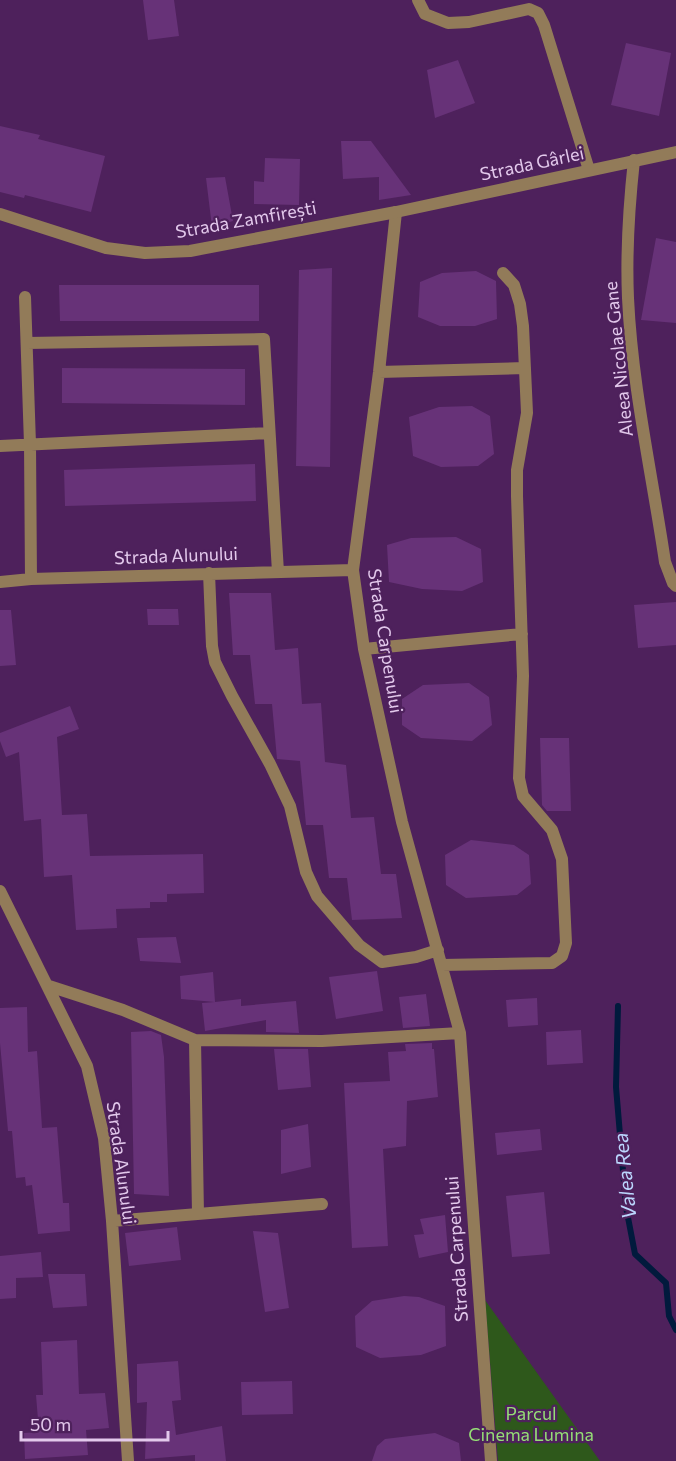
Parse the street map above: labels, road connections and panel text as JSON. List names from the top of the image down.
{
  "streets": {
    "street": [
      "Strada Gârlei",
      "Strada Zamfirești",
      "Aleea Nicolae Gane",
      "Strada Alunului",
      "Strada Carpenului"
    ]
  },
  "crossings": [
    ["Strada Gârlei", "Strada Zamfirești"],
    ["Strada Gârlei", "Aleea Nicolae Gane"],
    ["Strada Gârlei", "Strada Carpenului"],
    ["Strada Zamfirești", "Strada Carpenului"],
    ["Strada Alunului", "Strada Carpenului"]
  ],
  "water": ["Valea Rea"],
  "parks": ["Parcul Cinema Lumina"],
  "scale_bar": "50 m"
}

PROMPT —
Each entry above should be written out verbatim, minus its pictures.

RESPONSE TO THE TASK —
Parse the street map above: labels, road connections and panel text as JSON. List names from the top of the image down.
{
  "streets": {
    "street": [
      "Strada Gârlei",
      "Strada Zamfirești",
      "Aleea Nicolae Gane",
      "Strada Alunului",
      "Strada Carpenului"
    ]
  },
  "crossings": [
    ["Strada Gârlei", "Strada Zamfirești"],
    ["Strada Gârlei", "Aleea Nicolae Gane"],
    ["Strada Gârlei", "Strada Carpenului"],
    ["Strada Zamfirești", "Strada Carpenului"],
    ["Strada Alunului", "Strada Carpenului"]
  ],
  "water": ["Valea Rea"],
  "parks": ["Parcul Cinema Lumina"],
  "scale_bar": "50 m"
}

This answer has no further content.